Dataset entries
^^^^^^^^^^^^^^^^
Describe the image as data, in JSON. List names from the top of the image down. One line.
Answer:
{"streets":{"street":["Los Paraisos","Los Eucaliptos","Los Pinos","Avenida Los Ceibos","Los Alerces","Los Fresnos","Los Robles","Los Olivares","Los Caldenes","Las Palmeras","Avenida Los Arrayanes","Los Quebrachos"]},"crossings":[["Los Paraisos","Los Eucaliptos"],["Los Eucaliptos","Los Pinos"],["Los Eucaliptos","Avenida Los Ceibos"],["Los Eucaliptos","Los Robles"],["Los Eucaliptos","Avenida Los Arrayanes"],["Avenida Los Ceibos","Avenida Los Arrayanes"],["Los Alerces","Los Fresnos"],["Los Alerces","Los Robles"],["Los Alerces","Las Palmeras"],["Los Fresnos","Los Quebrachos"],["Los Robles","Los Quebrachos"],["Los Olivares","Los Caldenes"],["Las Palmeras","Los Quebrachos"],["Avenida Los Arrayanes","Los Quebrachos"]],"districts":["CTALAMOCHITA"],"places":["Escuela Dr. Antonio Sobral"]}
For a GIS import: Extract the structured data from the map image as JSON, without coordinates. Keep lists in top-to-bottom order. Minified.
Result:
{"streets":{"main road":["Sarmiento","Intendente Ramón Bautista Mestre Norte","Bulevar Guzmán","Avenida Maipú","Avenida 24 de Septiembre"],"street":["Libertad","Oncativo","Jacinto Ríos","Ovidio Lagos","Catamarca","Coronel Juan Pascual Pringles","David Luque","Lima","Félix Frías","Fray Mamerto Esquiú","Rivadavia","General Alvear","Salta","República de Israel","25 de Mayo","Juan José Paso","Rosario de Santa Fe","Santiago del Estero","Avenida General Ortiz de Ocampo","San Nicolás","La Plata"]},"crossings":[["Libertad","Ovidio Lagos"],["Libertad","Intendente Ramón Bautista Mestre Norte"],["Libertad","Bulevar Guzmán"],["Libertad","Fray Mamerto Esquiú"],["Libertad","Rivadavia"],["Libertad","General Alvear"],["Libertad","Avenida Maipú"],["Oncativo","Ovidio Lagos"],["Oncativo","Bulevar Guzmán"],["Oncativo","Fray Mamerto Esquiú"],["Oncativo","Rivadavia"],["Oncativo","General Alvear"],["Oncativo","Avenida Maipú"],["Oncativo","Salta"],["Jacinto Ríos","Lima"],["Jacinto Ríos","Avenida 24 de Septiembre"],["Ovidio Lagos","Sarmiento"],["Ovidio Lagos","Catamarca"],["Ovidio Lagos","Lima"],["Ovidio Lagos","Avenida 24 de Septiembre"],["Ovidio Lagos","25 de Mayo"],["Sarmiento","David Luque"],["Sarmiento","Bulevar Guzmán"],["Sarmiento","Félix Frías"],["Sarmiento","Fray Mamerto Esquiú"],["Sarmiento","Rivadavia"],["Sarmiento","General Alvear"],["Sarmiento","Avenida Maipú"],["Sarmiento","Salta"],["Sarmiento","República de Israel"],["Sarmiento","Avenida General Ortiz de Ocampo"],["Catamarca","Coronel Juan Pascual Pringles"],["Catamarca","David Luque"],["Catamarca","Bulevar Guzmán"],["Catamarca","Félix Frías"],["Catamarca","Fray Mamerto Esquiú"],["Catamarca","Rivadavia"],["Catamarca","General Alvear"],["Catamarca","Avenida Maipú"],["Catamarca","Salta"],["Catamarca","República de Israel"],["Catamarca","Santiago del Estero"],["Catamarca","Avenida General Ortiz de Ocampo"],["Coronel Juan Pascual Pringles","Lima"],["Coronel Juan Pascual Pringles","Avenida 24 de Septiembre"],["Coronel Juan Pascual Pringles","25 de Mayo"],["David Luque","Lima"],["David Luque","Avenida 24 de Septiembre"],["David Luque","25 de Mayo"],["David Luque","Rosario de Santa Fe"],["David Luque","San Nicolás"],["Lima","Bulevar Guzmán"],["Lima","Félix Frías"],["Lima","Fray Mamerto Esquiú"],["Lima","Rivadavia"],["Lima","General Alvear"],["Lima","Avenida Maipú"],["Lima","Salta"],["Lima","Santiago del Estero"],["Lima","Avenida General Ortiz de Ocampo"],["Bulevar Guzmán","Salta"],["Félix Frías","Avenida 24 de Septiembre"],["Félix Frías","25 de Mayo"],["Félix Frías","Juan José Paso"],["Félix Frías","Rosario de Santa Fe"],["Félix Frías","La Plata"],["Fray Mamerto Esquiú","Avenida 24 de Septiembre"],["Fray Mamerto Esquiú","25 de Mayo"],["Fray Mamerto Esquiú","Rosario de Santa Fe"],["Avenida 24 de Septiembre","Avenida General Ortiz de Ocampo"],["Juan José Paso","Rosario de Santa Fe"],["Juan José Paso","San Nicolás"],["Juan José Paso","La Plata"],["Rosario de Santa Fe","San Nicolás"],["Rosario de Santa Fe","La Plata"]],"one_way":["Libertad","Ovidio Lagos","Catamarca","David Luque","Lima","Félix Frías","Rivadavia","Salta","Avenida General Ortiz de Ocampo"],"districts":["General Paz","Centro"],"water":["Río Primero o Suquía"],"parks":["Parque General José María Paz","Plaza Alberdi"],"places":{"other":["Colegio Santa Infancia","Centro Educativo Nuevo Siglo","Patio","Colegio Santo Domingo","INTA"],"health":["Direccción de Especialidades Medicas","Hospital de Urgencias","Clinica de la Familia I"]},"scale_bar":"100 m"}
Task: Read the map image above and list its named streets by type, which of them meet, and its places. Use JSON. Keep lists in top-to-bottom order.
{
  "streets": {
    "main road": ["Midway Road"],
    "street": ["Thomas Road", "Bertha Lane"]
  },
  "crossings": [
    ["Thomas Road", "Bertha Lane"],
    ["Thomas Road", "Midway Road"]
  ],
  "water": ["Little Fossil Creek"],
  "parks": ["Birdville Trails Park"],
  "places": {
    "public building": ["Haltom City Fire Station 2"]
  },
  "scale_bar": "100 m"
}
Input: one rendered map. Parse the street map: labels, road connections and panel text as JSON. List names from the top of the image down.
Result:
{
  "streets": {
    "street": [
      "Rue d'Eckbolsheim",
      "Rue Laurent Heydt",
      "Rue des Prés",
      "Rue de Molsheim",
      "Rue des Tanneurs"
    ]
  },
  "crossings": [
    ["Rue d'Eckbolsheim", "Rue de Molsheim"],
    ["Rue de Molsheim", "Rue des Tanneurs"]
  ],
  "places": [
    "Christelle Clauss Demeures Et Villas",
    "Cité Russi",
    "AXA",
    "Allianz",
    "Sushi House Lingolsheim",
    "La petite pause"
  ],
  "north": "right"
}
^^^^^^^^^^^^^^^^
EXERCISE AIM
The "Input: one rendered" line through the last line above: set these down exactly and add nothing else.

EXPECTED OUTPUT
Input: one rendered map. Parse the street map: labels, road connections and panel text as JSON. List names from the top of the image down.
Result:
{
  "streets": {
    "street": [
      "Rue d'Eckbolsheim",
      "Rue Laurent Heydt",
      "Rue des Prés",
      "Rue de Molsheim",
      "Rue des Tanneurs"
    ]
  },
  "crossings": [
    ["Rue d'Eckbolsheim", "Rue de Molsheim"],
    ["Rue de Molsheim", "Rue des Tanneurs"]
  ],
  "places": [
    "Christelle Clauss Demeures Et Villas",
    "Cité Russi",
    "AXA",
    "Allianz",
    "Sushi House Lingolsheim",
    "La petite pause"
  ],
  "north": "right"
}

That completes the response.